§ Exercise requirements: Search the records for lines that contain the word "pixel". Copy them all.

Stored data:

▬▬▬

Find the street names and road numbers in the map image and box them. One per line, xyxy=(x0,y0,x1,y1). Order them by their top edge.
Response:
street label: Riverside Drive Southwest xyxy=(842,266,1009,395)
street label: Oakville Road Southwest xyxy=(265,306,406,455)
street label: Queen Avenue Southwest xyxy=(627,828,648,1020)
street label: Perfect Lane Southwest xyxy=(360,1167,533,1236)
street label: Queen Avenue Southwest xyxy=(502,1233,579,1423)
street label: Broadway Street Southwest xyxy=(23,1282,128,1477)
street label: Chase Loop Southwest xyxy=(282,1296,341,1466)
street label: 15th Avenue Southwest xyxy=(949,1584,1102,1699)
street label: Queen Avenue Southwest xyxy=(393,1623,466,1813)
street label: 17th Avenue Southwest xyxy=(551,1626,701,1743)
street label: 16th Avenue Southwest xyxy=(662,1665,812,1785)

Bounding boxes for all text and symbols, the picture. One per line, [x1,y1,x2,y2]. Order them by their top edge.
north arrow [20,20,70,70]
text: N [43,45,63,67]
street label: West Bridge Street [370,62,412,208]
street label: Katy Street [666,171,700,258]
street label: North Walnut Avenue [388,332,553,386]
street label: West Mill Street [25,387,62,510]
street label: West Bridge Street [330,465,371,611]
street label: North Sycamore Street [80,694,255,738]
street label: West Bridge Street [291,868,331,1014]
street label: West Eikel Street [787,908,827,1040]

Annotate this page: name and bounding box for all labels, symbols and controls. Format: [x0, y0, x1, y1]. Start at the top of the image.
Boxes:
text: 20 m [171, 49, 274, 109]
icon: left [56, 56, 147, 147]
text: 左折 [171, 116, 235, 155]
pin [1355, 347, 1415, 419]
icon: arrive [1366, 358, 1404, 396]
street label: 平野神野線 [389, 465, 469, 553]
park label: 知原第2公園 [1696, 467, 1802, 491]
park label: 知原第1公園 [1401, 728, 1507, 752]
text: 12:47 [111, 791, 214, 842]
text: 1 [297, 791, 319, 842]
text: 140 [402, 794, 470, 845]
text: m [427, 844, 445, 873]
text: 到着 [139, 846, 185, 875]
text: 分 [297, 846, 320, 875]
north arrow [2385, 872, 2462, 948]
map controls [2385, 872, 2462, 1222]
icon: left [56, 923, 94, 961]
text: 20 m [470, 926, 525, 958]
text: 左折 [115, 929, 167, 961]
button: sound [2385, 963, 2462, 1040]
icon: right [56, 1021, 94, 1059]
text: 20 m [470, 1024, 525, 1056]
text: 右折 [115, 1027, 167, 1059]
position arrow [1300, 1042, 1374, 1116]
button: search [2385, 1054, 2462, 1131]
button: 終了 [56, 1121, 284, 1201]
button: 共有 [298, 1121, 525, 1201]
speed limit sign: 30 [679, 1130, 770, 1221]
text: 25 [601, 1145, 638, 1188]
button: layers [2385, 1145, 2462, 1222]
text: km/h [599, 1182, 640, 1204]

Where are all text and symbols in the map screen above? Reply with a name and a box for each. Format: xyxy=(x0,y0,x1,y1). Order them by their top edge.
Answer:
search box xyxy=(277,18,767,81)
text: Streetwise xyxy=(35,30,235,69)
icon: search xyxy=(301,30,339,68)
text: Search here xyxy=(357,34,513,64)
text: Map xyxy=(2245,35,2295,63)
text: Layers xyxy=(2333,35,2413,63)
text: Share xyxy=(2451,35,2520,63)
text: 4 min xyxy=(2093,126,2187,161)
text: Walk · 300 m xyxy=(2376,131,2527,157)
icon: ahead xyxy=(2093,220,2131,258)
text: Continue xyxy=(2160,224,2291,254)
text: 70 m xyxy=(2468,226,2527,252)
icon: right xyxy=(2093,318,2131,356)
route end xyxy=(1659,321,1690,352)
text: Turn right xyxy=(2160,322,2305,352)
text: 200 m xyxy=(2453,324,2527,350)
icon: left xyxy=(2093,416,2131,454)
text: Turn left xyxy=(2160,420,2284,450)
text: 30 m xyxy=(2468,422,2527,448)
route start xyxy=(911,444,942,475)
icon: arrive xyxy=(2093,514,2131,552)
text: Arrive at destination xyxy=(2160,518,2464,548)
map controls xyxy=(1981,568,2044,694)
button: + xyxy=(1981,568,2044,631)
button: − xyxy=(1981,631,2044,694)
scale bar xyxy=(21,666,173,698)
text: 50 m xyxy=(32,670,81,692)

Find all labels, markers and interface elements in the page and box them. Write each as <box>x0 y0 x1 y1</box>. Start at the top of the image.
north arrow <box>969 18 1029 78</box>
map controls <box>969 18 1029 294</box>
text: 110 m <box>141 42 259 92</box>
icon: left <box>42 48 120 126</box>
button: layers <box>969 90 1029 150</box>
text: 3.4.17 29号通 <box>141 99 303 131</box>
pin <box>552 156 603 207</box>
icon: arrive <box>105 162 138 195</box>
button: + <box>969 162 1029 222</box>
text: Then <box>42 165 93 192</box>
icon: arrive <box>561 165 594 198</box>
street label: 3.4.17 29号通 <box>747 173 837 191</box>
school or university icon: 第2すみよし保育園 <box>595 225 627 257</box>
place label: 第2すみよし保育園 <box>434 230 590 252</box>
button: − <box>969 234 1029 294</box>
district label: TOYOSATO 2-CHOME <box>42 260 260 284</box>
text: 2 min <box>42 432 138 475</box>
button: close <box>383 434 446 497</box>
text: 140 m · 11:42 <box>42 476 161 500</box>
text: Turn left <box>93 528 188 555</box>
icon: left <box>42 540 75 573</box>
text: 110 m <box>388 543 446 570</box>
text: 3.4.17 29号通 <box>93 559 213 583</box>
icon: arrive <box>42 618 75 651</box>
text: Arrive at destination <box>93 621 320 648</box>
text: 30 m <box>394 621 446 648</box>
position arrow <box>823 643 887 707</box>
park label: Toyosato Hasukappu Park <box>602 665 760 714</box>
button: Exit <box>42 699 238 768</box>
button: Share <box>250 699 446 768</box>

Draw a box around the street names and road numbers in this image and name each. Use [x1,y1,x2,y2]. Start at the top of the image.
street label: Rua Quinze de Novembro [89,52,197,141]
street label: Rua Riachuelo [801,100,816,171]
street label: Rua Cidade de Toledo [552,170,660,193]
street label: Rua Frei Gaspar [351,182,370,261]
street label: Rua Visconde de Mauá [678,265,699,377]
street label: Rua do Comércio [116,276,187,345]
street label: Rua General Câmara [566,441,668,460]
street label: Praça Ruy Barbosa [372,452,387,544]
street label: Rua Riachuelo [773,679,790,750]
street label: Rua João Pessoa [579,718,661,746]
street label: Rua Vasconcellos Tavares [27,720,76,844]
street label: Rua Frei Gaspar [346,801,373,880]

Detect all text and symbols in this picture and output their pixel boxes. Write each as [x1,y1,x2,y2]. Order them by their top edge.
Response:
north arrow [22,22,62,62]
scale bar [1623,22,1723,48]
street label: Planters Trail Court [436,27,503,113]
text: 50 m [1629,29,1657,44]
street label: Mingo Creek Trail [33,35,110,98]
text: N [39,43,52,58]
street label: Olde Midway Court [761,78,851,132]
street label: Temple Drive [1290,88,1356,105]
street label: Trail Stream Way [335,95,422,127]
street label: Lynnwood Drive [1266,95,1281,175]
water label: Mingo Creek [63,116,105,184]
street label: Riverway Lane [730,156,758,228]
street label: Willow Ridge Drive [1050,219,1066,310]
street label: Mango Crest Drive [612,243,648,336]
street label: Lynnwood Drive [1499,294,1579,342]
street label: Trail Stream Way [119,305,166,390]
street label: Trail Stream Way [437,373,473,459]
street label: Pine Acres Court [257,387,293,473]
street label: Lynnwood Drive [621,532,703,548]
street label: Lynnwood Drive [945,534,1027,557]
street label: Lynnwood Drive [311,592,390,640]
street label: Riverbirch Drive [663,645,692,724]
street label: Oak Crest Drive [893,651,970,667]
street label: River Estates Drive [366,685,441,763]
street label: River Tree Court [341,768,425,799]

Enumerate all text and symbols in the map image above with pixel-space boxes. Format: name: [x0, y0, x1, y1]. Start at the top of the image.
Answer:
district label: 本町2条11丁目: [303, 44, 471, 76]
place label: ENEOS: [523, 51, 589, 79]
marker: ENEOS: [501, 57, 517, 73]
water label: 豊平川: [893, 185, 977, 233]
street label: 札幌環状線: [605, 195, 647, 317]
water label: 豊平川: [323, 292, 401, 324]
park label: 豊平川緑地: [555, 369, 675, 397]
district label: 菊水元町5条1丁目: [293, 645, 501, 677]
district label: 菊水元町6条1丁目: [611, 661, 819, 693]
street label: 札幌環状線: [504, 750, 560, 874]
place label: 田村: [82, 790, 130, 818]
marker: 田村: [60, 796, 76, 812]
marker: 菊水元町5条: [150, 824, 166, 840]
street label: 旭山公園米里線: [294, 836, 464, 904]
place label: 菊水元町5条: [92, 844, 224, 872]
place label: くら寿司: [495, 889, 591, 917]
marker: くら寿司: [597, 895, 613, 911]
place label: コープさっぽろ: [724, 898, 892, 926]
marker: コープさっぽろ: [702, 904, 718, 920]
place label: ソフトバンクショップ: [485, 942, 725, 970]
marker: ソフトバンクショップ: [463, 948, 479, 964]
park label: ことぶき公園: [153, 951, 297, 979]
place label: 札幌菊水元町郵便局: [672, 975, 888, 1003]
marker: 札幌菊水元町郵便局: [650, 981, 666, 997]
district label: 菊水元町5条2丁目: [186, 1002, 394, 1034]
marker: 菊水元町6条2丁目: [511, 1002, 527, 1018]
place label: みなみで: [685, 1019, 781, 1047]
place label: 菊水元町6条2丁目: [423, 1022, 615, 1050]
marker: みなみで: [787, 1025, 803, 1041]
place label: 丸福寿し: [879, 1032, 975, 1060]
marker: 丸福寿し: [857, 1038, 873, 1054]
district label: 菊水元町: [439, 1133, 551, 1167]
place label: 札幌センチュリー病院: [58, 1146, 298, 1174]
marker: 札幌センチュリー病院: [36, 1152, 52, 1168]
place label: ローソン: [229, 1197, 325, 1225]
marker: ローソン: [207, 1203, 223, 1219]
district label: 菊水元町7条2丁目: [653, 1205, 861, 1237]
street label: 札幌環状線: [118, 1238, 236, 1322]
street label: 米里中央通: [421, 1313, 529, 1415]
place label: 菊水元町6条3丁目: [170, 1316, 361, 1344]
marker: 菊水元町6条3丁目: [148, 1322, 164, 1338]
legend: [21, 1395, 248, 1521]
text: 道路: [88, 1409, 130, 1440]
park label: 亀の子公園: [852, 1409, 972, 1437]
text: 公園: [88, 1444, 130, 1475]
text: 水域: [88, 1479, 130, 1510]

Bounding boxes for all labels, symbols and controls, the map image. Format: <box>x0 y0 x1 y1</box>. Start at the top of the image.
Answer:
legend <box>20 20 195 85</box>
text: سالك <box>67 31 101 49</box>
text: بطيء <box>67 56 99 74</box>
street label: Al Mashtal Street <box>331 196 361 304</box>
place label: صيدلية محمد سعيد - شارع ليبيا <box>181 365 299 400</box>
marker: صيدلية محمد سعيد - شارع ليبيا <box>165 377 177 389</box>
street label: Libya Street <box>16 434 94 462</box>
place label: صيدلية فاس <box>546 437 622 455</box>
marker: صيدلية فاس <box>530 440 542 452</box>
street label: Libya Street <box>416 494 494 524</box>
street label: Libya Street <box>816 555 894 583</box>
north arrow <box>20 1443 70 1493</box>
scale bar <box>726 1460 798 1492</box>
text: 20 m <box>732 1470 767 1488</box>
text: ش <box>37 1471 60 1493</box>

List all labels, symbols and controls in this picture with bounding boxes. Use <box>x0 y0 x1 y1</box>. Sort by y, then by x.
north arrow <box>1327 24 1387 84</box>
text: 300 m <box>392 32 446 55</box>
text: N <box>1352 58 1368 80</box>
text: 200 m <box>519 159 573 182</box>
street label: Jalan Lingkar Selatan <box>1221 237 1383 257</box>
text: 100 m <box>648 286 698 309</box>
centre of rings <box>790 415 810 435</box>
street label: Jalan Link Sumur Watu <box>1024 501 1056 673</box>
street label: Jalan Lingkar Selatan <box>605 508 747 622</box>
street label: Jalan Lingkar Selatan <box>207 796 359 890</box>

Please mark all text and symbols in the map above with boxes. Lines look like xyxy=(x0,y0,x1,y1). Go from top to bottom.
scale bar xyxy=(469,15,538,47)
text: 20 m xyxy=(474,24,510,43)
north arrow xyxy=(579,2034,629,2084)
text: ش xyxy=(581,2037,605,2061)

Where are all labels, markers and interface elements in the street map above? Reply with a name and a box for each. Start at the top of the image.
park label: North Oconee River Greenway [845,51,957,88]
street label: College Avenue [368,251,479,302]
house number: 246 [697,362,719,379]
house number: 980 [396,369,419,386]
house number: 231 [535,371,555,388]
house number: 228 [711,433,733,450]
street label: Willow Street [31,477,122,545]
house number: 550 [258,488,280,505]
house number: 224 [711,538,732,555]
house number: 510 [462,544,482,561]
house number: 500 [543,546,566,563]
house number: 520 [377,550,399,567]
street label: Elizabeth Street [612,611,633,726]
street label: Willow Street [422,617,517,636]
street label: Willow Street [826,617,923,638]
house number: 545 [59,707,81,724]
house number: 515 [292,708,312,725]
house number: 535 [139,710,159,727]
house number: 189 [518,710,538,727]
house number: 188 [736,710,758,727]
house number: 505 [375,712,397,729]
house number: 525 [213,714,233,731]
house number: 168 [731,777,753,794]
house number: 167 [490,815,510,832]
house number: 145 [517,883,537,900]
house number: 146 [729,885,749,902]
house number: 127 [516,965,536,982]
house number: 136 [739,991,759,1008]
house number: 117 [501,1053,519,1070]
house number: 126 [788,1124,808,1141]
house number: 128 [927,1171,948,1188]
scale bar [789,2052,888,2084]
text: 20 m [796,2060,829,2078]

▬▬▬

§ Completed task:
Detect all text and symbols in this picture and output their pixel boxes. Write each as [x1,y1,x2,y2]. Order them by their top edge.
Enumerate all text and symbols in the map image above with pixel-space boxes. Format: name: [x0, y0, x1, y1]. Start at the top of the image.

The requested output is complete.